Diferença líquida entre a proporção de organizações que esperam que a adoção da IA crie e destrua empregos nos próximos cinco anos. A parcela de organizações que prevê impacto neutro não foi utilizada no cálculo. Gráfico elaborado com dados do Future of Jobs Report – World Economic Forum

IA, mídia e regulação

Apesar da maior parte das organizações apostarem que a inteligência artificial deve trazer crescimento na oferta de empregos, há setores, como os de mídia, entretenimento, esportes e o imobiliário, em que a expectativa é que o número de vagas diminua.

Um desafio importante para esses setores está nas chamadas inteligências artificiais generativas – aquelas que são capazes de entregar ao usuário textos e imagens. Sobre isso, o professor Antonio Rodrigues de Freitas Júnior, da Faculdade de Direito da USP, chama atenção para as dificuldades criadas por essa nova modalidade de trabalho intelectual: “todo trabalho criativo, seja o trabalho da criação artística, trabalho da criação de marketing, de design, de criação gráfica, de criação de texto, tudo isso passa a ser posto em questão sobre o ponto de vista da sua autoria”.

O professor ressalta que o desafio é saber “em que medida o tomador desse trabalho estará remunerando um trabalho feito por alguém e em que medida está remunerando o trabalho feito pelo chat de inteligência artificial” [Imagem: Divulgação/Faculdade de Direito-USP]
Outro problema para o qual o professor e pesquisador chama atenção é o da disseminação de notícias falsas geradas através da IA – “como coibir a produção de textos, de construções de imagem, de áudios falsos com a finalidade de colocar em questão biografias, ações, condutas e manifestações”.

Contudo, a tecnologia parece ter avançado mais rápido do que o direito nessas questões. O professor explica que esses problemas poderiam ser enfrentados, no caso brasileiro, pela Lei Geral de Proteção de Dados (LGPD), mas ressalta que ela não foi pensada para isso e portanto essa não seria uma solução ideal.

O docente conclui que “a comunidade jurídica internacional está se ocupando disso, o que torna o assunto importante e atual”.

Perigos

Em entrevista à AgênciaBrasil, o professor de sociologia econômica, da Universidade Federal do Paraná, chamou a atenção para os riscos que o monopólio de dados por parte das Big Techs, por exemplo, pode ocasionar.

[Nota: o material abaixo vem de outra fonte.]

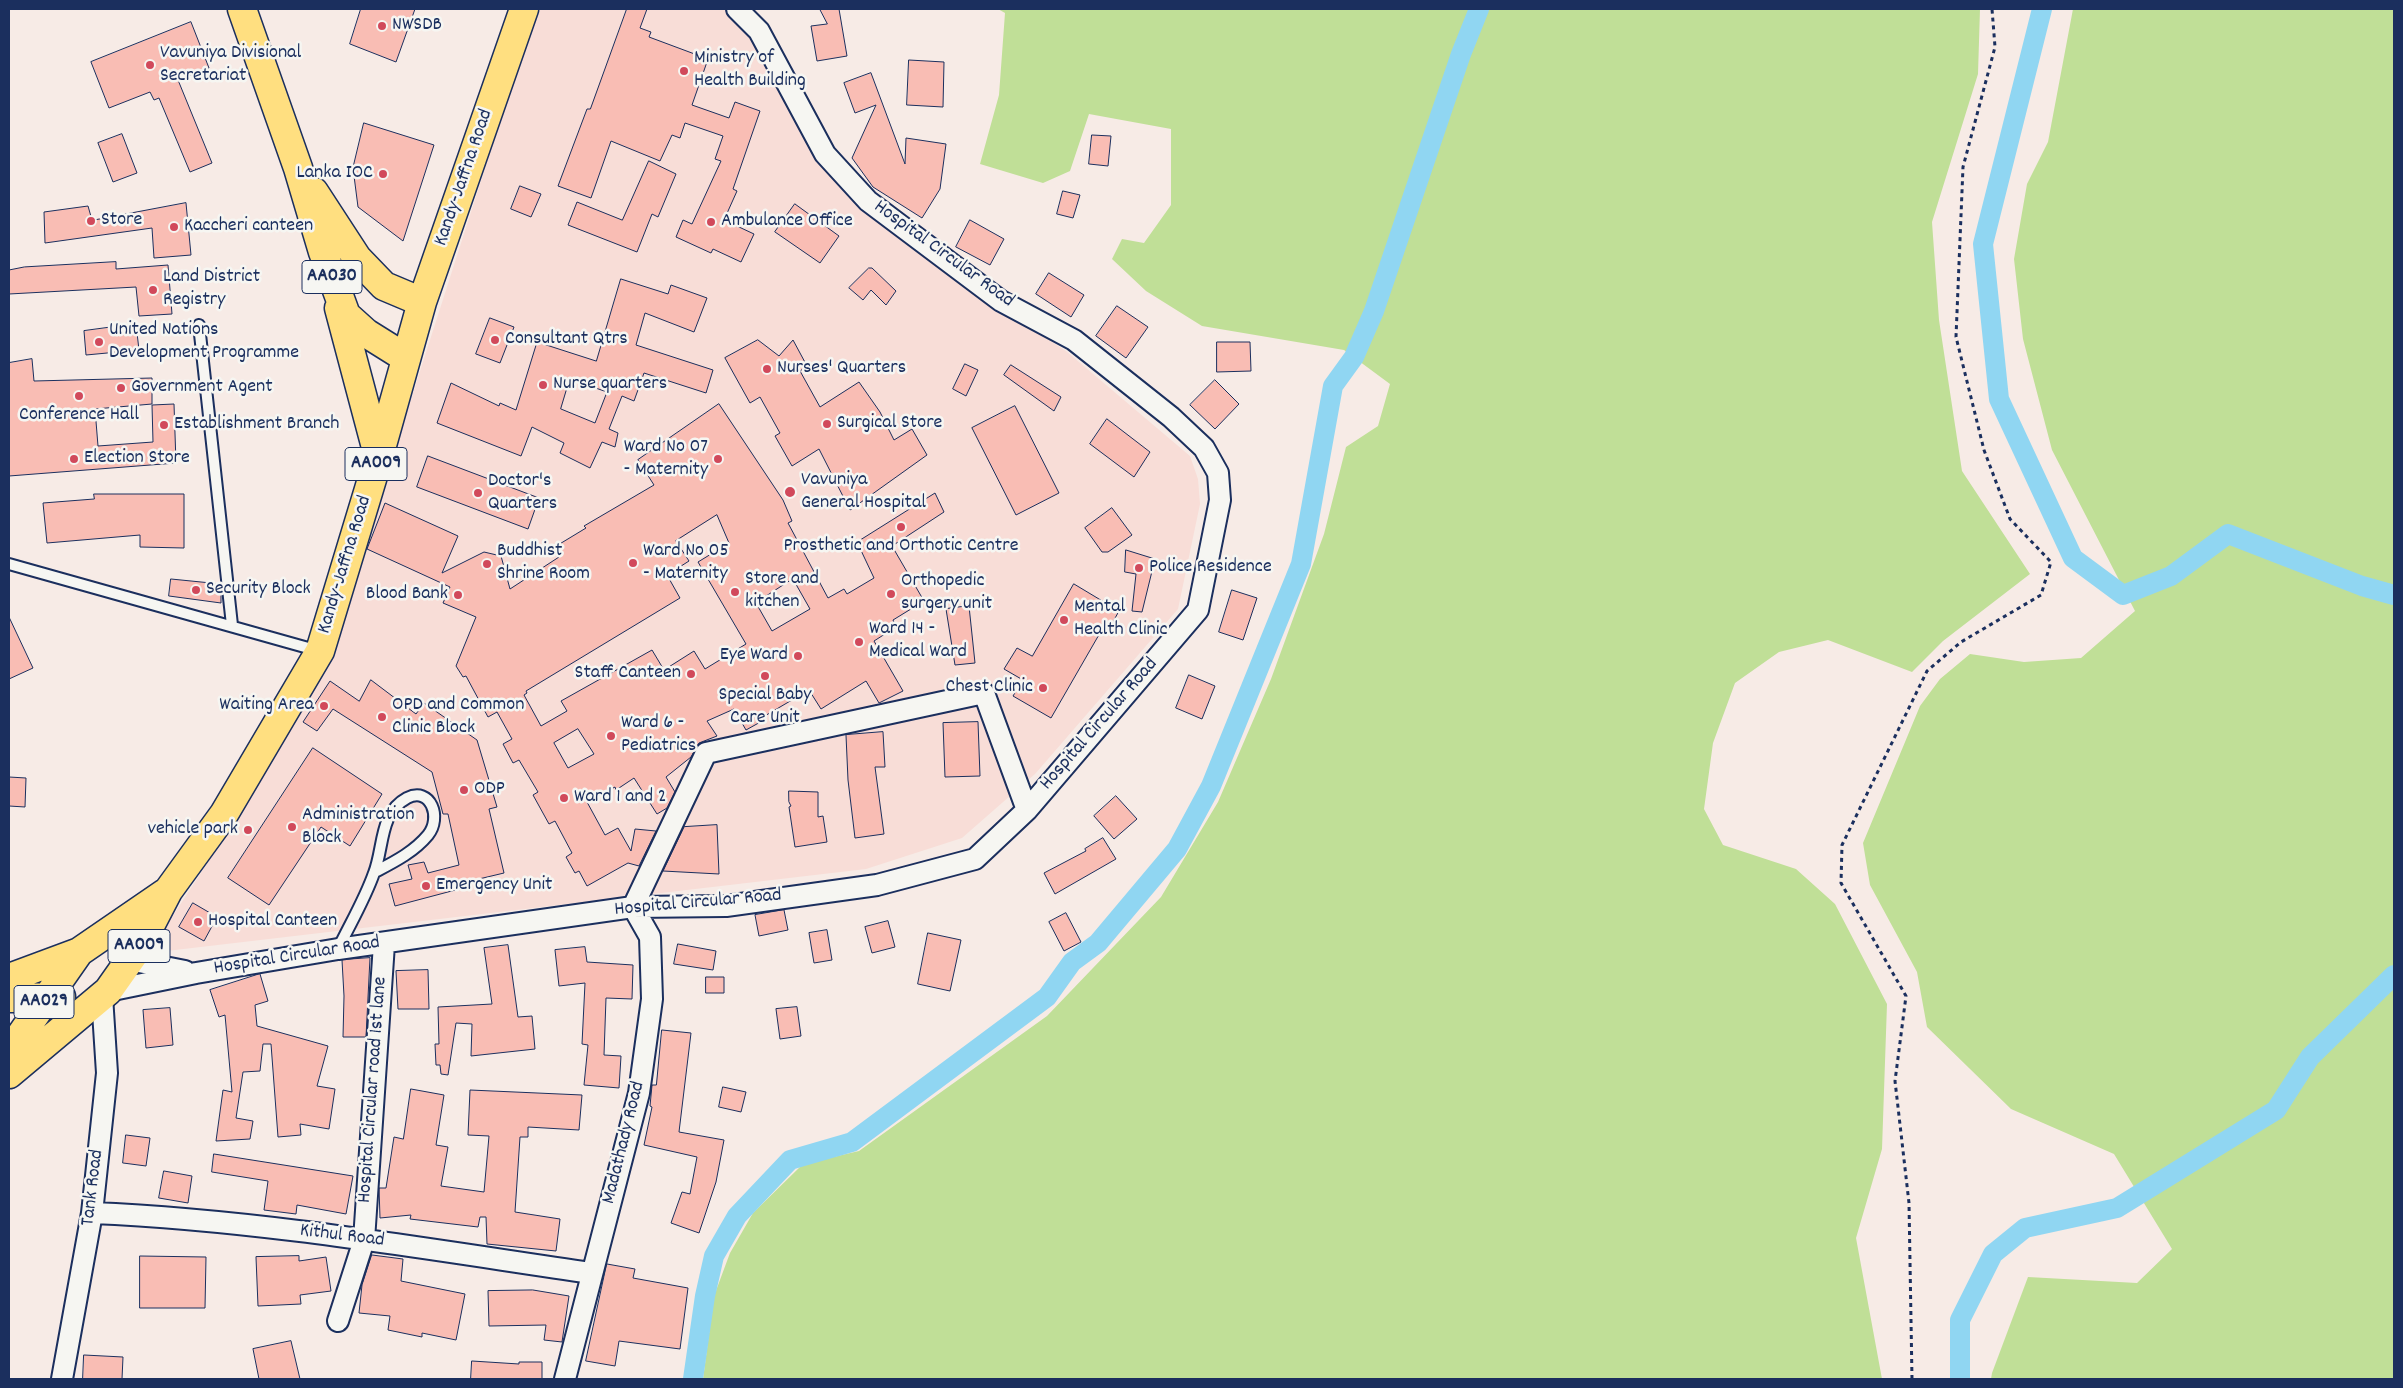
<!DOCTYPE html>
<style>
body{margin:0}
#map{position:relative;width:2403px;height:1388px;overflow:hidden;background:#f7ebe6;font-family:Dekko,sans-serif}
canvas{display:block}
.frame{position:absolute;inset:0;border:10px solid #1b2f5e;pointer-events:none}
</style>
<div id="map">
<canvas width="2403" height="1388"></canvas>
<div class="frame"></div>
</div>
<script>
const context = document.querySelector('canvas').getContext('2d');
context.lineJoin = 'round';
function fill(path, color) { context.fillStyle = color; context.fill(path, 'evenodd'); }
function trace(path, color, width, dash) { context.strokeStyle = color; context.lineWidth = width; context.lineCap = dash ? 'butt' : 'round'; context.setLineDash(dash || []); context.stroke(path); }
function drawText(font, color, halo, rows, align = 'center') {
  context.font = font + ' Dekko,sans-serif'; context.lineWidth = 5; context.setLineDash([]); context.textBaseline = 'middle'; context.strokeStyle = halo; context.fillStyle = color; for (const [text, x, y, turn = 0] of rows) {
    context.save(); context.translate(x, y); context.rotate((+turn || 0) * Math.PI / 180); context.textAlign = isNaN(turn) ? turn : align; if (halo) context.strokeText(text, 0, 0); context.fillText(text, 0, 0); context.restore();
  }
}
const built = new Path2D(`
 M536,9H724L753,38L819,161L848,195L943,271L1066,351L1190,456L1198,479L1200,504L1178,609L1035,774L962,838L866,869L158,952L163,931L234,822L324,671Z`);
const green = new Path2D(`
 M998,9H1980L1978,74L1932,222L1939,320L1962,471L2030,574L1943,641L1912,672L1828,640L1779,652L1735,683L1713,743L1704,809L1723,845L1796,869L1835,904L1887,1004L1882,1149L1856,1238L1882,1379H703L714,1296L730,1253L753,1213L803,1164L859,1151L1047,1016L1161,897L1218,802L1271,679L1324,534L1346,447L1378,426L1390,384L1344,350L1202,326L1146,291L1112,259L1122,239L1144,243L1171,205V129L1089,114L1070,171L1043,183L980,164L999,95L1005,13Z
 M2073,9H2394V1379H1991L1992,1373L2028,1277L2137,1283L2172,1249L2114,1154L2011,1109L1927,1027L1917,972L1870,885L1863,843L1920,706L1940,679L1970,654L2024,662L2081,658L2135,611L2052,450L2023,339L2014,259L2027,184L2048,142Z`);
const canal = new Path2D(`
 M2042,9L1983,244L1999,399L2073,558L2123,595L2171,576L2228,534L2362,586L2394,595
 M693,1379L705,1296L714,1256L737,1216L790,1160L852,1142L1047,997L1072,962L1098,943L1177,849L1211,786L1301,564L1333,386L1354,357L1374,311L1461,54L1479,9
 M1960,1379V1320L1993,1254L2025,1228L2117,1208L2276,1110L2310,1057L2394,975`);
const building = new Path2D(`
 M361,9H415L396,62L350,44Z
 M627,9H647L640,28L651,32L649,37L708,59L692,105L729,118L735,102L760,111L733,189L737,191L724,220L754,234L741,262L713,249L711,253L676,237L683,220L692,224L721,161L715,159L723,136L685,123L680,138L672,135L660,161L611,141L591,198L558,186L587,109H590Z
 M820,9H839L847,56L817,61L811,26L827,24Z
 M191,22L209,68L178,80L212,163L190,172L159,98L154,100L150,92L109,108L91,62Z
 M909,60L944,62L943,107L907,105Z
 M871,73L905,164L906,138L946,144L940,189L922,218L873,187L852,158L876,105L855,113L844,83Z
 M364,123L434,145L403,241L358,207L353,168Z
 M122,134L137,173L113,182L98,143Z
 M1092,135L1111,136L1108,166L1089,164Z
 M649,161L676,174L658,217L652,214L637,252L568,225L577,202L622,220Z
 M520,186L541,194L531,217L511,209Z
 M1063,191L1080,195L1073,218L1057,214Z
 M186,203L191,255L154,258L152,228L45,243L44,212L88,206L92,220Z
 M795,204L839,236L820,263L775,232Z
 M970,220L1004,239L990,265L956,247Z
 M116,262V269L168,265L172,314L139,316L136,287L9,294V270L24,267Z
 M869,268H872L896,291L886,305L871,290L863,300L849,288Z
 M1049,273L1084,295L1071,317L1036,294Z
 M621,279L668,294L671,285L707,298L694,332L645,313L636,345L713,370L706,393L644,373L634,401L622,396L609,429L618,433L615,447L602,442L590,468L560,453L564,443L532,427L521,456L437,423L451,383L499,406L500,403L516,410L537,342L596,361ZM570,379L607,392L595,423L561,409Z
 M1117,306L1148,327L1126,358L1096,336Z
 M490,318L514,327L500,363L476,354Z
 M136,324L139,350L86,355L84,331Z
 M758,340L779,356L793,340L807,366L800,371L820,407L859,382L880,412L894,440L912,429L927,455L850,510L819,449L792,466L775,436L780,433L760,397L750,403L725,358Z
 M1217,342H1250L1251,371L1217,372Z
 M32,359L34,381L152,378V404L95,409L98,446L153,442L152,405L174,404L176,463L9,476V363Z
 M965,364L978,370L966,396L953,389Z
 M1011,365L1061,397L1054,411L1004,375Z
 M1215,380L1239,404L1215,429L1190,405Z
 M719,404L783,500L792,521L788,523L828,598L844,589L847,594L874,578L857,542L935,493L944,512L892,546L924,601L893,620L896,627L874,641L903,691L879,703L866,681L821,709L809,690L763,717L764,720L746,730L734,709L707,721L717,736L699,743L691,757L666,777L675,792L667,808L657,814L634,778L616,790L615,787L587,802L605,835L618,828L631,851L635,829L656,831L639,866L628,863L587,886L579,871L575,873L566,857L572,853L555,821L549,824L533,795L538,792L519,760L513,763L503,744L512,739L497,712L488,717L466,676L463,677L456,666L476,617L443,603L450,587L367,549L385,503L458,536L442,573L484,552L501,556L510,589L559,557L553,548L586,528L584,526L654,485L638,460ZM717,515L729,543L698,562L746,644L705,669L694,651L664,670L652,650L561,701L567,711L541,726L524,695L527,693L526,691L680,598L667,575L689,561L676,541ZM793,579L810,609L772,631L756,603ZM578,729L594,754L568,768L554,743Z
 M1015,406L1059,493L1016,515L972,428Z
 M1107,419L1150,452L1134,477L1090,444Z
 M428,456L539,498L528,529L417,487Z
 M94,494H184V548L140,547V535L47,543L43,503L94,499Z
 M1112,508L1132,535L1108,552H1102L1085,528Z
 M1126,550L1155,559L1142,612L1132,611L1136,574L1125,572Z
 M171,579L221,584V603L169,596Z
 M1074,584L1119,611L1109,629L1104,626L1051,718L1013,696L1023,680L1004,669L1017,648L1032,656Z
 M1232,590L1257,598L1243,640L1219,632Z
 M969,606L975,663L955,665L946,609Z
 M9,617L33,668L9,679Z
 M1189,675L1215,686L1202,719L1176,708Z
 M371,680L416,714L424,703L477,740L497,807L489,809L504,873L462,883L463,888L395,906L389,884L412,879L408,865L424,862L428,873L459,865L448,814H443L432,772L333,709L317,731L303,722L330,681L359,701Z
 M978,722L980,776L945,777L943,723Z
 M883,732L885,767H875L884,834L855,838L848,780L846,735Z
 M313,748L382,794L350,846L321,827L269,905L228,878Z
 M9,777L26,778L25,807L9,806Z
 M789,791L818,792V817L823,816L827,842L795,847L789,807L791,806L789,802Z
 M1116,796L1137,819L1114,839L1094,816Z
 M717,825L719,874L663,871L684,827Z
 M1103,838L1116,859L1055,894L1044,873L1086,851L1085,849Z
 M193,903L217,917L204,941L179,927Z
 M784,910L788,930L759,936L755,915Z
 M1066,913L1081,942L1064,951L1049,922Z
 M888,921L895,947L872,953L865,927Z
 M827,930L832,960L814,963L809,933Z
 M928,933L961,940L950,991L918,984Z
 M678,944L716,951L713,970L674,964Z
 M508,945L518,1017L532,1016L535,1049L471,1056L472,1024L456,1023L448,1075L441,1074L440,1065H436L435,1044H439L438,1007L492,1004L484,948Z
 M585,947L587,962L633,965L632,999L606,998L604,1055L621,1056L619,1088L584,1085L588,1045L582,1044L585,983L559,986L555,950Z
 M370,958L366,1037H343L344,996L342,960Z
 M428,970L429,1009H398L396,971Z
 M260,974L268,1001L255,1005L257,1026L328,1046L317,1086L335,1089L329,1129L300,1124L301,1135L278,1137L271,1044H263L260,1071L243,1072L236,1118L253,1121L250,1139L216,1141L223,1090L232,1092L225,1015L219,1017L210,990Z
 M706,977H724V993H706Z
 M797,1007L801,1036L780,1039L776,1009Z
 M170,1008L173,1045L146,1048L143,1010Z
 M662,1030L691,1033L679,1132L724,1140L716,1182L699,1233L671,1223L682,1192L690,1194L697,1157L644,1145L652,1107L650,1106L652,1085H656Z
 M723,1087L746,1092L741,1112L719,1107Z
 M411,1089L444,1095L436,1145L448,1147L441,1186L484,1192L489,1136L468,1135L470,1090L582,1095L579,1130L528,1127V1137H520L515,1212L560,1219L556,1251L487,1244L486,1217H480L478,1227L410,1219L411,1215L380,1218L379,1188H386L394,1137L403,1139Z
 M126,1135L150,1138L146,1166L123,1163Z
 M214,1154L353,1176L346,1214L297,1205L296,1214L264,1210L268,1181L212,1172Z
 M164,1171L192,1176L188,1203L159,1198Z
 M372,1255L403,1259L401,1281L465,1294L456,1340L422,1333V1337L388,1330L390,1316L359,1313L362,1285Z
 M140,1256L206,1257L205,1308H140Z
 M299,1256V1261L326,1257L331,1291L300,1295L301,1304L258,1306L256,1257Z
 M607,1264L635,1269L633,1278L688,1288L680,1349L619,1341L615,1366L586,1361Z
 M533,1290L569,1296L562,1342L544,1340L546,1325L489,1326L488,1291Z
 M291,1341L300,1379H259L253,1349Z
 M84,1355L123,1357L122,1379H83Z
 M472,1361L519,1364V1362H542V1379H471Z`);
const path = new Path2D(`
 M1912,1379L1909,1203L1895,1081L1906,996L1841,883L1842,845L1927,671L1961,642L2041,595L2051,562L2010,519L1984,450L1956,337L1963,167L1995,47L1992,9`);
const lane = new Path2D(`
 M199,325L232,625
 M9,564L319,651
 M338,949C350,924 365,899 374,873C384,848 379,813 407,798C431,786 442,818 428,835C414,852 394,862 375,872`);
const street = new Path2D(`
 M129,960L185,971
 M108,991L196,973L338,949L633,907L726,906L877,885L975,859L1027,810L1198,610L1220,500L1218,473L1204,448L1171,417L1074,340L1001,301L868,201L825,154L759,31L737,9
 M92,1213C260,1220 426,1249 591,1273
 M338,1321L364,1240L384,944
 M62,1379L92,1213L107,1073L102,996
 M565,1379L639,1093L652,999L650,937L633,907L706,753L984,693L1027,810`);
const highway = new Path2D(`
 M242,9L298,168L323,252L346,315L366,333L406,358
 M314,192L357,258L384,286L422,302
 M339,308L378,455
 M9,978L79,952L165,893
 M9,998L61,997
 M9,1052L79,952
 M9,1074L108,991L139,947L168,891L224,814L320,651L379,456L422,302L524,9`);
const markers = [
 [382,26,5,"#d1495b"],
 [150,65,5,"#d1495b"],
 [684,71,5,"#d1495b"],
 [383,174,5,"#d1495b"],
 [91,221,5,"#d1495b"],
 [711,222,5,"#d1495b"],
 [174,227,5,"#d1495b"],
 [153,290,5,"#d1495b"],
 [495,340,5,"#d1495b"],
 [99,342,5,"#d1495b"],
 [767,369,5,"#d1495b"],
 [543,385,5,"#d1495b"],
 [121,388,5,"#d1495b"],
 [79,396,5,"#d1495b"],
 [827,424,5,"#d1495b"],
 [164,425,5,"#d1495b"],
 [74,459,5,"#d1495b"],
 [718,459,5,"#d1495b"],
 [790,492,6,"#d1495b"],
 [478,493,5,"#d1495b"],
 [901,527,5,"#d1495b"],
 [633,563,5,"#d1495b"],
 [487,564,5,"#d1495b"],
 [1139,568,5,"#d1495b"],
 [196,590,5,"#d1495b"],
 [735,592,5,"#d1495b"],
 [891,594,5,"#d1495b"],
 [458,595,5,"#d1495b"],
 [1064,620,5,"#d1495b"],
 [859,642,5,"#d1495b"],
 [798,656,5,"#d1495b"],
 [691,674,5,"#d1495b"],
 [765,676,5,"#d1495b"],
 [1043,688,5,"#d1495b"],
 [324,706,5,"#d1495b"],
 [382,717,5,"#d1495b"],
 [611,736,5,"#d1495b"],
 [464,790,5,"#d1495b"],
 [564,798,5,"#d1495b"],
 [292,827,5,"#d1495b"],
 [248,830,5,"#d1495b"],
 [426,886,5,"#d1495b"],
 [198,922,5,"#d1495b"]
];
const shields = [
 [332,277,60],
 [376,464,62],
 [139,946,62],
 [44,1002,60]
];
const shieldNames = [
 ["AA030",332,277],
 ["AA009",376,464],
 ["AA009",139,946],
 ["AA029",44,1002]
];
const poiNames = [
 ["NWSDB",392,26],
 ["Vavuniya Divisional",160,54],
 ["Secretariat",160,77],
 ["Ministry of",694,59],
 ["Health Building",694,82],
 ["Lanka IOC",373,174,"right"],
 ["Store",101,221],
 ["Ambulance Office",721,222],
 ["Kaccheri canteen",184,227],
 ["Land District",163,278],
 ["Registry",163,301],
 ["United Nations",109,331],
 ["Development Programme",109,354],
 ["Consultant Qtrs",505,340],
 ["Nurses' Quarters",777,369],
 ["Nurse quarters",553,385],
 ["Government Agent",131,388],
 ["Conference Hall",79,416,"center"],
 ["Surgical Store",837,424],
 ["Establishment Branch",174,425],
 ["Ward No 07",708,448,"right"],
 ["- Maternity",708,471,"right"],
 ["Election Store",84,459],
 ["Vavuniya",801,481],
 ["General Hospital",801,504],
 ["Doctor's",488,482],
 ["Quarters",488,505],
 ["Prosthetic and Orthotic Centre",901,547,"center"],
 ["Buddhist",497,552],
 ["Shrine Room",497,575],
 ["Ward No 05",643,552],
 ["- Maternity",643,575],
 ["Police Residence",1149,568],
 ["Store and",745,580],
 ["kitchen",745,603],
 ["Orthopedic",901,582],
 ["surgery unit",901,605],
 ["Security Block",206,590],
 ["Blood Bank",448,595,"right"],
 ["Mental",1074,608],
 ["Health Clinic",1074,631],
 ["Ward 14 -",869,630],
 ["Medical Ward",869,653],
 ["Eye Ward",788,656,"right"],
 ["Staff Canteen",681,674,"right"],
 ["Chest Clinic",1033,688,"right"],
 ["Special Baby",765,696,"center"],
 ["Care Unit",765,719,"center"],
 ["Waiting Area",314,706,"right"],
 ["OPD and Common",392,706],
 ["Clinic Block",392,729],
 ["Ward 6 -",621,724],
 ["Pediatrics",621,747],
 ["ODP",474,790],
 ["Ward 1 and 2",574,798],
 ["Administration",302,816],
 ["Block",302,839],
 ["vehicle park",238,830,"right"],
 ["Emergency Unit",436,886],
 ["Hospital Canteen",208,922]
];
const streetNames = [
 ["Kandy-Jaffna Road",465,178,-71],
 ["Hospital Circular Road",943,255,36],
 ["Kandy-Jaffna Road",346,565,-73],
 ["Hospital Circular Road",1100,725,-49],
 ["Hospital Circular Road",698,904,-5],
 ["Hospital Circular Road",297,957,-9],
 ["Hospital Circular road 1st lane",374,1090,-86],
 ["Madathady Road",625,1143,-76],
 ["Tank Road",94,1188,-83],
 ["Kithul Road",342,1237,7]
];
fill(built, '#f8ddd7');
fill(green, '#c0df97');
trace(canal, '#90d6f2', 20);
fill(building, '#f9bdb4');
trace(building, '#1b2f5e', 1);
trace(lane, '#1b2f5e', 14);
trace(street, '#1b2f5e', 24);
trace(highway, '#1b2f5e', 31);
trace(path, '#1b2f5e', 3, [4, 4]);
trace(lane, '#f6f6f2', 10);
trace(street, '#f6f6f2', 20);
trace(highway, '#ffdf80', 28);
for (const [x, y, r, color] of markers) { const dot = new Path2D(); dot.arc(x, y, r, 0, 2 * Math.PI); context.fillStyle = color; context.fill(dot); trace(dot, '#f6f6f2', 2); }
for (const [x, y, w] of shields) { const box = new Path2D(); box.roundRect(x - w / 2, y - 16.5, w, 33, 4); context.fillStyle = '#f6f6f2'; context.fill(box); trace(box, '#1b2f5e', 1); }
drawText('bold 19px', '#1b2f5e', null, shieldNames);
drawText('20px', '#1b2f5e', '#f6f6f2', poiNames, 'left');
drawText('20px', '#1b2f5e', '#f6f6f2', streetNames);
</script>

“Essa nova economia parece muito mais tendente à concentração e centralização. É muito mais difícil vencer barreiras monopolistas neste setor do que em outro. Essa monopolização dos dados significa uma monopolização da capacidade de monetizá-los e gerar novos avanços tecnológicos com base neles.  A disputa pelos dados é uma disputa central e parte considerável destes serviços está fazendo pelo mundo todo”.